ACTION ITEM
Find each line below containing the word "Ronald" and copy it.

□ □ □ □

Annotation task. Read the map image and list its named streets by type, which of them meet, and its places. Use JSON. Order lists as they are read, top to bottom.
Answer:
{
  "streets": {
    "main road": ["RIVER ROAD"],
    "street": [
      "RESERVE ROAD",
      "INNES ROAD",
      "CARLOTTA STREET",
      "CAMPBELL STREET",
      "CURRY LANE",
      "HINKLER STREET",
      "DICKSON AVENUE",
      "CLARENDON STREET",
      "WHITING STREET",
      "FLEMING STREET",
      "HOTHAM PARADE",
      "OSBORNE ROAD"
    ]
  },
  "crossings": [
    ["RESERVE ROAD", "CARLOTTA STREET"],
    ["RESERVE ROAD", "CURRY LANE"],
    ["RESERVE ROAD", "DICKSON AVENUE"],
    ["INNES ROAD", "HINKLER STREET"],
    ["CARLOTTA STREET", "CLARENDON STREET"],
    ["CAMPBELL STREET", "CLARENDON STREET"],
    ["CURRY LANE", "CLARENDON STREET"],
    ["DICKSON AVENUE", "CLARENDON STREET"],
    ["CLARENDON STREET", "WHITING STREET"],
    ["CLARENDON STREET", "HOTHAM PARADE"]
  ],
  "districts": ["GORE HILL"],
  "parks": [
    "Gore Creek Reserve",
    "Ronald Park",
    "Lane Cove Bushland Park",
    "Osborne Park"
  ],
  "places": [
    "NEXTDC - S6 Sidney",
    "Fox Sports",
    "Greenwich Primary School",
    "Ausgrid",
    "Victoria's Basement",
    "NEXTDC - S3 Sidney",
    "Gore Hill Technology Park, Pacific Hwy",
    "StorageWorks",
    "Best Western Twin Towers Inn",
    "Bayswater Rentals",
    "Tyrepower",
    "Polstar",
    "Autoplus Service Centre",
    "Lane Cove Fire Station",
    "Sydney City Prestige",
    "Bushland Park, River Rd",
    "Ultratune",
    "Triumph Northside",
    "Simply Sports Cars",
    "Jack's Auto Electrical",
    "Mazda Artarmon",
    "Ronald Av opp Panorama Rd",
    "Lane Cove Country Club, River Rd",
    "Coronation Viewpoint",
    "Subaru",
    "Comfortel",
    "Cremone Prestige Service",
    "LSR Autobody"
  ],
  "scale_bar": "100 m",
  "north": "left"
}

□ □ □ □

SOLUTION
    "Ronald Park",
    "Ronald Av opp Panorama Rd",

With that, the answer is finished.